Pennsylvania v. Trump
(Case Nos. 25-2575 & 25-2662)
Contraceptive access is a cornerstone of reproductive freedom. When employers are allowed to impose their beliefs on workers’ healthcare, it creates barriers to care and deepens inequality. The Lawyering Project joined an amicus brief alongside religious and civil-rights organizations in Commonwealth of Pennsylvania & State of New Jersey v. Trump, urging the Third Circuit to affirm the district court’s decision invalidating sweeping federal rules that allow employers and universities to deny contraceptive coverage based on religious or moral objections. National Women’s Law Center and Americans United for Separation of Church and State represented Lawyering Project and the other 62 amici.
The challenged regulations dramatically expand exemptions from the Affordable Care Act’s contraceptive coverage requirement, permitting entities to opt out without notice or meaningful oversight. These rules threaten to strip tens of thousands of people of seamless access to birth control, undermining health, economic security, and gender equality.
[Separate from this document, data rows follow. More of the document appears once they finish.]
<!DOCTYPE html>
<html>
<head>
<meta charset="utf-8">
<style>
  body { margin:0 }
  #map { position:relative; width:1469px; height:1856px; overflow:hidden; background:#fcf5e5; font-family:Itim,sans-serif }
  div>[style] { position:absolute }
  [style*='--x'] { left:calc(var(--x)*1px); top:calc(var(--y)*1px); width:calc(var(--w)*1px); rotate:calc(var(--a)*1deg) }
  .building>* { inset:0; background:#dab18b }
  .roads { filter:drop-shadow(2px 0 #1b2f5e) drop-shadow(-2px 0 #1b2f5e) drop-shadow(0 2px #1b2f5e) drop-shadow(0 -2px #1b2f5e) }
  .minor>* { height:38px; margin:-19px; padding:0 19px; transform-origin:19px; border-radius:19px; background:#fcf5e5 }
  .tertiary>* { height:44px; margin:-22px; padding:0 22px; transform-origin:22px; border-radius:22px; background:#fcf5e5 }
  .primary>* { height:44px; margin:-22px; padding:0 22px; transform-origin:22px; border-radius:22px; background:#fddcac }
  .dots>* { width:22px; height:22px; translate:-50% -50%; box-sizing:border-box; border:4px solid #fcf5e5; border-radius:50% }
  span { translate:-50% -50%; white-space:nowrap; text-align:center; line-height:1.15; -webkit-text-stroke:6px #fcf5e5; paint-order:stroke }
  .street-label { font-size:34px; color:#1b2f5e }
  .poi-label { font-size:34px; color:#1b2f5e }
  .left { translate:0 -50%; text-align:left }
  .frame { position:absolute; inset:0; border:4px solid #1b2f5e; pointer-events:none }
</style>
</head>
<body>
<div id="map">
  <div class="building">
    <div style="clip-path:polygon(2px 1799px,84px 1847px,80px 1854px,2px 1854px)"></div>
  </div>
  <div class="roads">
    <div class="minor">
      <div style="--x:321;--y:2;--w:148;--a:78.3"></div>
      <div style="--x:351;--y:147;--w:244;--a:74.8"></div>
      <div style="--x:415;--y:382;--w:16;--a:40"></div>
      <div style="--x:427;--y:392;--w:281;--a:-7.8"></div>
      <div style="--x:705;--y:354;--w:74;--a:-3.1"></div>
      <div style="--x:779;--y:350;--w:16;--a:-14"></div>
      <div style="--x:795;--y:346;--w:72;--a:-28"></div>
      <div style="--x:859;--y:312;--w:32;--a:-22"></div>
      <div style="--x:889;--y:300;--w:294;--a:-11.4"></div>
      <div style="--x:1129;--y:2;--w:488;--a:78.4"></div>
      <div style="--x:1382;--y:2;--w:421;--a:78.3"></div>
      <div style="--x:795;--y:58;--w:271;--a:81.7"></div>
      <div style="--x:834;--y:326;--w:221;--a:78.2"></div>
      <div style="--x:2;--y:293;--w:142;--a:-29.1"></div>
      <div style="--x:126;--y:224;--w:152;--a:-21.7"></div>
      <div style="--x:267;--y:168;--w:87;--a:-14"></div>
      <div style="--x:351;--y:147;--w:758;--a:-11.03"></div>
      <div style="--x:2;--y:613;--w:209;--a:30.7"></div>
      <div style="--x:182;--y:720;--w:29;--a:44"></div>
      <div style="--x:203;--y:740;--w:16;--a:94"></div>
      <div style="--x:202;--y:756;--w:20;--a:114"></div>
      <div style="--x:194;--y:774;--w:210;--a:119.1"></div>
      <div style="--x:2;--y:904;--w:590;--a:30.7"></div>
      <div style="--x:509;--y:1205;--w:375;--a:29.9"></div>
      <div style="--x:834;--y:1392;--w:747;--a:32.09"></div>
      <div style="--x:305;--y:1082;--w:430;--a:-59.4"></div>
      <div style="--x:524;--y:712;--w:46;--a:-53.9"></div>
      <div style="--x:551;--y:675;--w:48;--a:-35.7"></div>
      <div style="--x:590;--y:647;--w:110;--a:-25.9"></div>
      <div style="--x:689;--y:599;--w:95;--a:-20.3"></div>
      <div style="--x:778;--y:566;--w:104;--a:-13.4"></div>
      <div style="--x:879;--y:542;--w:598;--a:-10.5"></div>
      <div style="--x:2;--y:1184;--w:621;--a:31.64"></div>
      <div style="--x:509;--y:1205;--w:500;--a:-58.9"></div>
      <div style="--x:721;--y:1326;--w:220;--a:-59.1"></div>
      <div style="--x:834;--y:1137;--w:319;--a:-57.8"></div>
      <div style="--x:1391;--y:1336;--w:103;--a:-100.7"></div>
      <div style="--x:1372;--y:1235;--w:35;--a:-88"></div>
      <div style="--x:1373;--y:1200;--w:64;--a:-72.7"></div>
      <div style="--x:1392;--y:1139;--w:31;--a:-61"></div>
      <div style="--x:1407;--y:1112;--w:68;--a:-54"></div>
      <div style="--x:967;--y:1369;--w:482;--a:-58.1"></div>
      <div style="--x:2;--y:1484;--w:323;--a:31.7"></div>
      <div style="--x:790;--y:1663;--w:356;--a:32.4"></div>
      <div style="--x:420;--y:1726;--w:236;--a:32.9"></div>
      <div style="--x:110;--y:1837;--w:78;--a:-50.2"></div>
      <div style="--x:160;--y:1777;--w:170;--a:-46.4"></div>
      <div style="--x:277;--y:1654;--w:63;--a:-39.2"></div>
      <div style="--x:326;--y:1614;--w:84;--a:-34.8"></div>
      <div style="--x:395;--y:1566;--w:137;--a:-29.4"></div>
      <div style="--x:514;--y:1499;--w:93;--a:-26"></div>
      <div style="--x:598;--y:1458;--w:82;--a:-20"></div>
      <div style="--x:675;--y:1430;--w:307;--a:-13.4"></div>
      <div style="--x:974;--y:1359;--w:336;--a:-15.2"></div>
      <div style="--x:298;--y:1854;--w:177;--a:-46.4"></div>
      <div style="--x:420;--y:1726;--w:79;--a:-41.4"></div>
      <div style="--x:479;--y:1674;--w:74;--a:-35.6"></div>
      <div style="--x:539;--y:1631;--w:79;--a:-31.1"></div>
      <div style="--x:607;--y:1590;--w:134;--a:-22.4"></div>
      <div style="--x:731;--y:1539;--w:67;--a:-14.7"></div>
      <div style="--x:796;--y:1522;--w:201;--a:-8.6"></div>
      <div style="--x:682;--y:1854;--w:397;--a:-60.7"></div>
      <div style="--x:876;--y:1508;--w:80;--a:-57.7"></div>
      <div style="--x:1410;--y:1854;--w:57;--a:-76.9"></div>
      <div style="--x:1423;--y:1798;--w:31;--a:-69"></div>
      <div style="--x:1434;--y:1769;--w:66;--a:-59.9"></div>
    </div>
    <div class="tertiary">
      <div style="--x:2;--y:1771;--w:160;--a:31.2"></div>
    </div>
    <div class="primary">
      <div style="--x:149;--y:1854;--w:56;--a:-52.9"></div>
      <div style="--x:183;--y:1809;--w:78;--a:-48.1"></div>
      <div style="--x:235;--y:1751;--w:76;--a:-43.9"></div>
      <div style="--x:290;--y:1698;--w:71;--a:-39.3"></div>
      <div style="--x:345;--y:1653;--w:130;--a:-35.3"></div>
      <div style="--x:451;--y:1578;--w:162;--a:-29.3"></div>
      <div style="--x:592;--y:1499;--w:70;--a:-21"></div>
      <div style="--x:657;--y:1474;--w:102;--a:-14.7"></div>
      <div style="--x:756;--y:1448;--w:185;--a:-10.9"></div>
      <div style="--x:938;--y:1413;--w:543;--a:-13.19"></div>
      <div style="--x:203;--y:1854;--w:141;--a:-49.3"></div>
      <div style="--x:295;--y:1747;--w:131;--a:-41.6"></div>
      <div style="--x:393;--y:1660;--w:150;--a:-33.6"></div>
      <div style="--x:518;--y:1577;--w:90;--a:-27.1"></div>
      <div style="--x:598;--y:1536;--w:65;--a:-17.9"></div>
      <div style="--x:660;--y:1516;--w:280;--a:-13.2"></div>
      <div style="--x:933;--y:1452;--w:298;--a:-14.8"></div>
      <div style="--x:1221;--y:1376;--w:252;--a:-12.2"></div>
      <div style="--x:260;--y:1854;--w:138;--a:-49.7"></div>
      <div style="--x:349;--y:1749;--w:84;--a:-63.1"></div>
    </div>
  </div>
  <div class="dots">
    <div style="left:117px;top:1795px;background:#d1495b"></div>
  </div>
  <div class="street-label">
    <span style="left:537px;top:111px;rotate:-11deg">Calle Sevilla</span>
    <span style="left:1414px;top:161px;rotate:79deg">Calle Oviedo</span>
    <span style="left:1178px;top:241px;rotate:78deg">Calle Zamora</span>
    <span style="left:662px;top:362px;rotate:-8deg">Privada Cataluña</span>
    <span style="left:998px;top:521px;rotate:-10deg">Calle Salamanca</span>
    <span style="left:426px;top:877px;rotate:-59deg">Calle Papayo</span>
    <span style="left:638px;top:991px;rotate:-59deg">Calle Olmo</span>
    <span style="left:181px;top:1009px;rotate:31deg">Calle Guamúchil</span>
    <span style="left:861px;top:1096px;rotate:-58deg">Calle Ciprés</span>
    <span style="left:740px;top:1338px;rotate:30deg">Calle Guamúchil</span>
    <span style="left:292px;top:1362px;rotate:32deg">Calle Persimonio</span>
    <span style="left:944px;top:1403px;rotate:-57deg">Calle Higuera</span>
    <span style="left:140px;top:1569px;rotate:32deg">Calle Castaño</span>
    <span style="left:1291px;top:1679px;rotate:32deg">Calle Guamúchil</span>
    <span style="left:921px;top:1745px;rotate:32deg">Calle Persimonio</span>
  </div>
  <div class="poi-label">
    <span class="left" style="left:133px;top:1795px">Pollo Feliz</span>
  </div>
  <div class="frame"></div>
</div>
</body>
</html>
Amici collectively argue that the federal government exceeded its authority by creating blanket exemptions that are neither required by the Religious Freedom Restoration Act (“RFRA”) nor consistent with basic principles of administrative law. The brief explains that RFRA requires individualized, case-by-case assessments and not unchecked, categorical carve-outs. It also explains that the agencies acted arbitrarily by failing to account for the real-world harms these rules impose on people who rely on employer-sponsored insurance for contraception.
Amici emphasize that access to contraception is essential to health, autonomy, and equality, and that allowing employers to deny this coverage shifts costs onto individuals and states while disproportionately harming people with low incomes, young people, people with disabilities, and communities of color.